Task data:
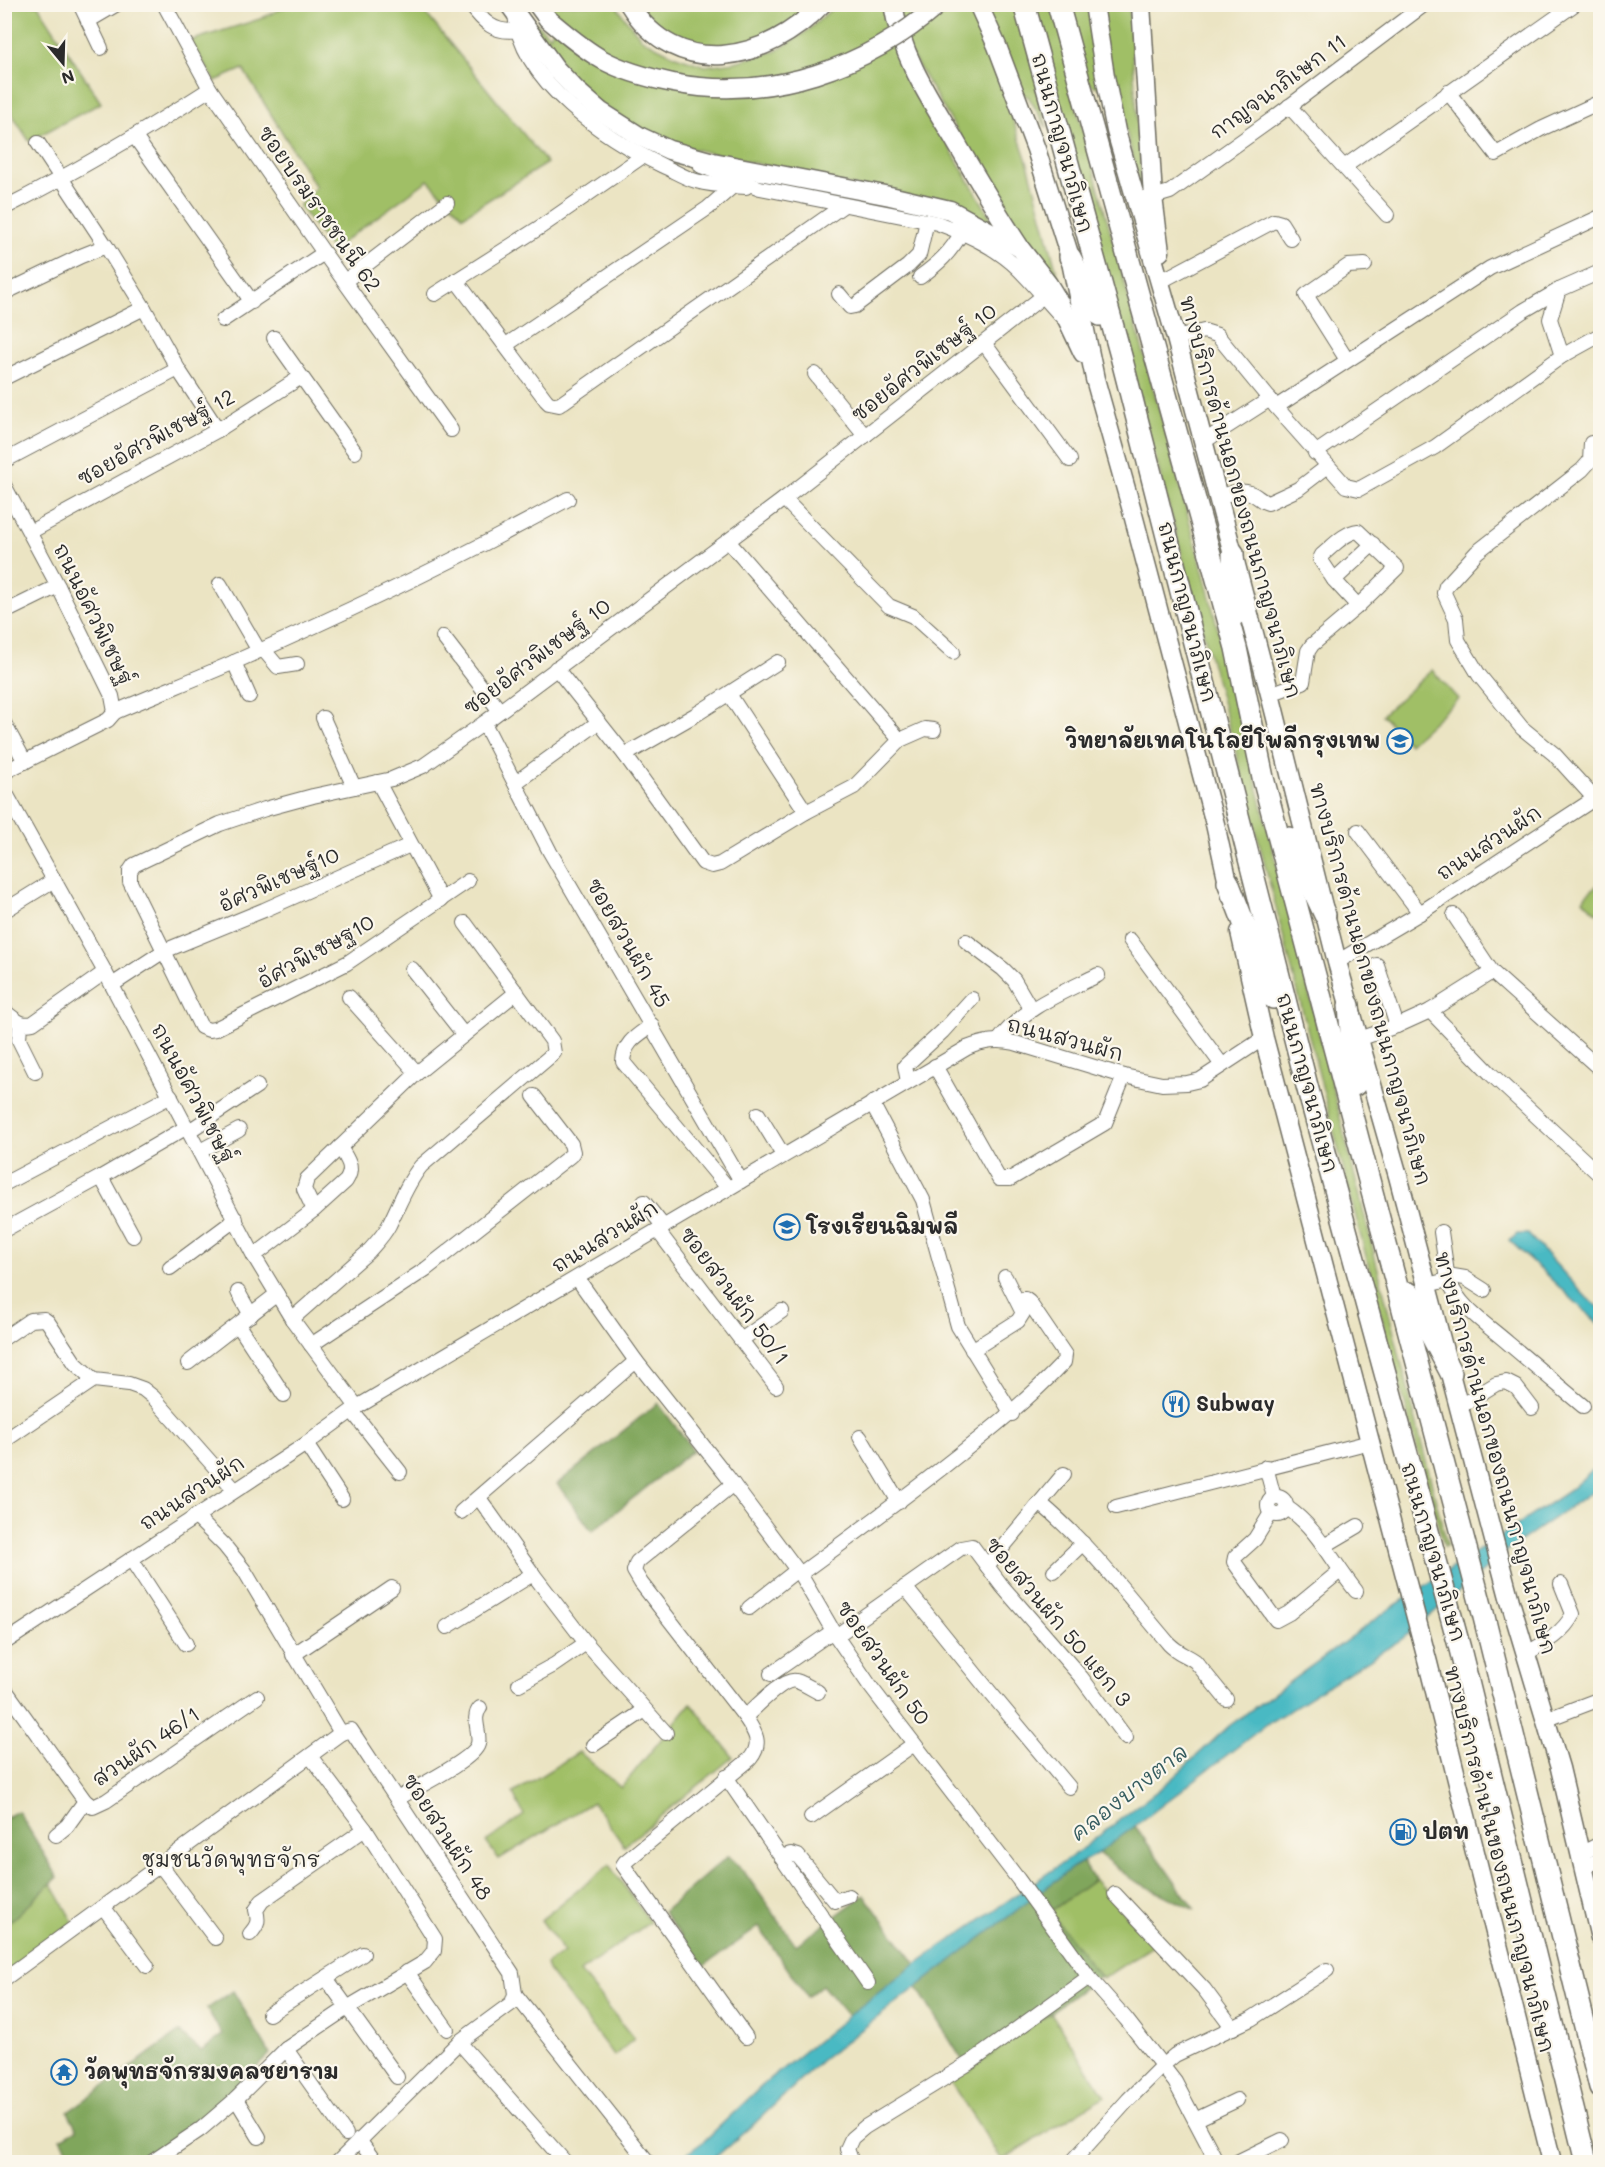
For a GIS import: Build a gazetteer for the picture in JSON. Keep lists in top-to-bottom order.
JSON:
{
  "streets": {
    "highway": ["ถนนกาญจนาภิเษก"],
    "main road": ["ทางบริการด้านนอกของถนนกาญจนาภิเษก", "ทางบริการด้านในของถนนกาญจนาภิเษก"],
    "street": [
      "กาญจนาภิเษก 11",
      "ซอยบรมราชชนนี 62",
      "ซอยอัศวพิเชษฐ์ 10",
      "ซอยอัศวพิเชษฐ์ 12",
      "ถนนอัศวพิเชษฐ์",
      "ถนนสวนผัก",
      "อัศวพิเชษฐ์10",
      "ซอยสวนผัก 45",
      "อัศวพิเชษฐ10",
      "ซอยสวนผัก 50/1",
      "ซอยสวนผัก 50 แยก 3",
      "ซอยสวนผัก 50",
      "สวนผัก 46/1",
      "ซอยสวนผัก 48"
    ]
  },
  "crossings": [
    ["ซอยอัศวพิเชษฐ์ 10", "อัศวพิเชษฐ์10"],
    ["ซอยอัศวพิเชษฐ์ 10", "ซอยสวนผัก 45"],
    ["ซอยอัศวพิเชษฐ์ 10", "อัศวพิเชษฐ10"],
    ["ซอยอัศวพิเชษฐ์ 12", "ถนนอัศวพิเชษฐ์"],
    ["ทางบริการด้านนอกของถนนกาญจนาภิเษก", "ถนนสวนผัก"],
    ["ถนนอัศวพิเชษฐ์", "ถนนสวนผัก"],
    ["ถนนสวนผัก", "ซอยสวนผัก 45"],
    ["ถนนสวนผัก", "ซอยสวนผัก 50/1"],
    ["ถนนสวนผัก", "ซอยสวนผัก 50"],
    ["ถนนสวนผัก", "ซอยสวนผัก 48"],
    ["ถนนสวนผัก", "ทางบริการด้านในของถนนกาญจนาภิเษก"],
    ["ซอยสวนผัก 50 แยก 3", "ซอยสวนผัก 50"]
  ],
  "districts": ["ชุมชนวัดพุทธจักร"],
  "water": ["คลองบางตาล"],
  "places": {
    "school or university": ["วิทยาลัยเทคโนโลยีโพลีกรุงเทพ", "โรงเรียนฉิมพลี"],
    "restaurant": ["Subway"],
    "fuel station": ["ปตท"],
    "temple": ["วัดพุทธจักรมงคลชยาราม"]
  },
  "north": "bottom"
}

Problem to solve: Go through the listing above and return each line that includes the word "านนอกของถนนกาญจนาภ".

Final answer:
    "main road": ["ทางบริการด้านนอกของถนนกาญจนาภิเษก", "ทางบริการด้านในของถนนกาญจนาภิเษก"],
    ["ทางบริการด้านนอกของถนนกาญจนาภิเษก", "ถนนสวนผัก"],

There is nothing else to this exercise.